▸ ASSIGNED TASK:
When you write out the records, keep every word exact and drop the pictures.

▸ DATA UNDER STUDY:
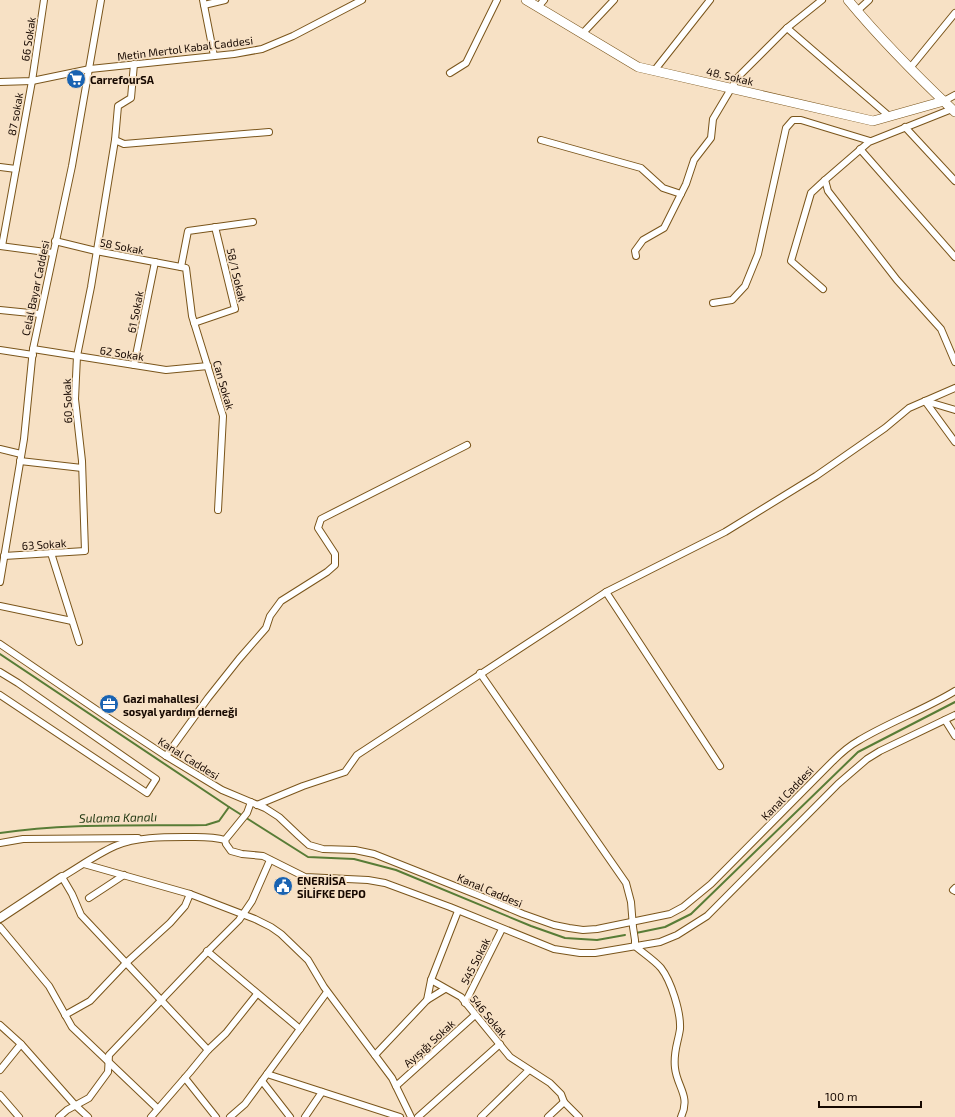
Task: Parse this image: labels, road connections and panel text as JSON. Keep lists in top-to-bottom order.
{
  "streets": {
    "main road": ["48. Sokak"],
    "street": [
      "66 Sokak",
      "Metin Mertol Kabal Caddesi",
      "87 sokak",
      "58 Sokak",
      "58/1 Sokak",
      "Celal Bayar Caddesi",
      "61 Sokak",
      "62 Sokak",
      "Can Sokak",
      "60 Sokak",
      "63 Sokak",
      "Kanal Caddesi",
      "545 Sokak",
      "546 Sokak",
      "Ayışığı Sokak"
    ]
  },
  "crossings": [
    ["66 Sokak", "Metin Mertol Kabal Caddesi"],
    ["66 Sokak", "87 sokak"],
    ["Metin Mertol Kabal Caddesi", "87 sokak"],
    ["Metin Mertol Kabal Caddesi", "Celal Bayar Caddesi"],
    ["Metin Mertol Kabal Caddesi", "60 Sokak"],
    ["58 Sokak", "Celal Bayar Caddesi"],
    ["58 Sokak", "61 Sokak"],
    ["58 Sokak", "Can Sokak"],
    ["58 Sokak", "60 Sokak"],
    ["58/1 Sokak", "Can Sokak"],
    ["Celal Bayar Caddesi", "62 Sokak"],
    ["Celal Bayar Caddesi", "63 Sokak"],
    ["61 Sokak", "62 Sokak"],
    ["62 Sokak", "Can Sokak"],
    ["62 Sokak", "60 Sokak"],
    ["60 Sokak", "63 Sokak"],
    ["545 Sokak", "546 Sokak"],
    ["546 Sokak", "Ayışığı Sokak"]
  ],
  "water": ["Sulama Kanalı"],
  "places": {
    "supermarket": ["CarrefourSA"],
    "office": ["Gazi mahallesi sosyal yardım derneği"],
    "public building": ["ENERJİSA SİLİFKE DEPO"]
  },
  "scale_bar": "100 m"
}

▸ EXPECTED ANSWER:
Task: Parse this image: labels, road connections and panel text as JSON. Keep lists in top-to-bottom order.
{
  "streets": {
    "main road": ["48. Sokak"],
    "street": [
      "66 Sokak",
      "Metin Mertol Kabal Caddesi",
      "87 sokak",
      "58 Sokak",
      "58/1 Sokak",
      "Celal Bayar Caddesi",
      "61 Sokak",
      "62 Sokak",
      "Can Sokak",
      "60 Sokak",
      "63 Sokak",
      "Kanal Caddesi",
      "545 Sokak",
      "546 Sokak",
      "Ayışığı Sokak"
    ]
  },
  "crossings": [
    ["66 Sokak", "Metin Mertol Kabal Caddesi"],
    ["66 Sokak", "87 sokak"],
    ["Metin Mertol Kabal Caddesi", "87 sokak"],
    ["Metin Mertol Kabal Caddesi", "Celal Bayar Caddesi"],
    ["Metin Mertol Kabal Caddesi", "60 Sokak"],
    ["58 Sokak", "Celal Bayar Caddesi"],
    ["58 Sokak", "61 Sokak"],
    ["58 Sokak", "Can Sokak"],
    ["58 Sokak", "60 Sokak"],
    ["58/1 Sokak", "Can Sokak"],
    ["Celal Bayar Caddesi", "62 Sokak"],
    ["Celal Bayar Caddesi", "63 Sokak"],
    ["61 Sokak", "62 Sokak"],
    ["62 Sokak", "Can Sokak"],
    ["62 Sokak", "60 Sokak"],
    ["60 Sokak", "63 Sokak"],
    ["545 Sokak", "546 Sokak"],
    ["546 Sokak", "Ayışığı Sokak"]
  ],
  "water": ["Sulama Kanalı"],
  "places": {
    "supermarket": ["CarrefourSA"],
    "office": ["Gazi mahallesi sosyal yardım derneği"],
    "public building": ["ENERJİSA SİLİFKE DEPO"]
  },
  "scale_bar": "100 m"
}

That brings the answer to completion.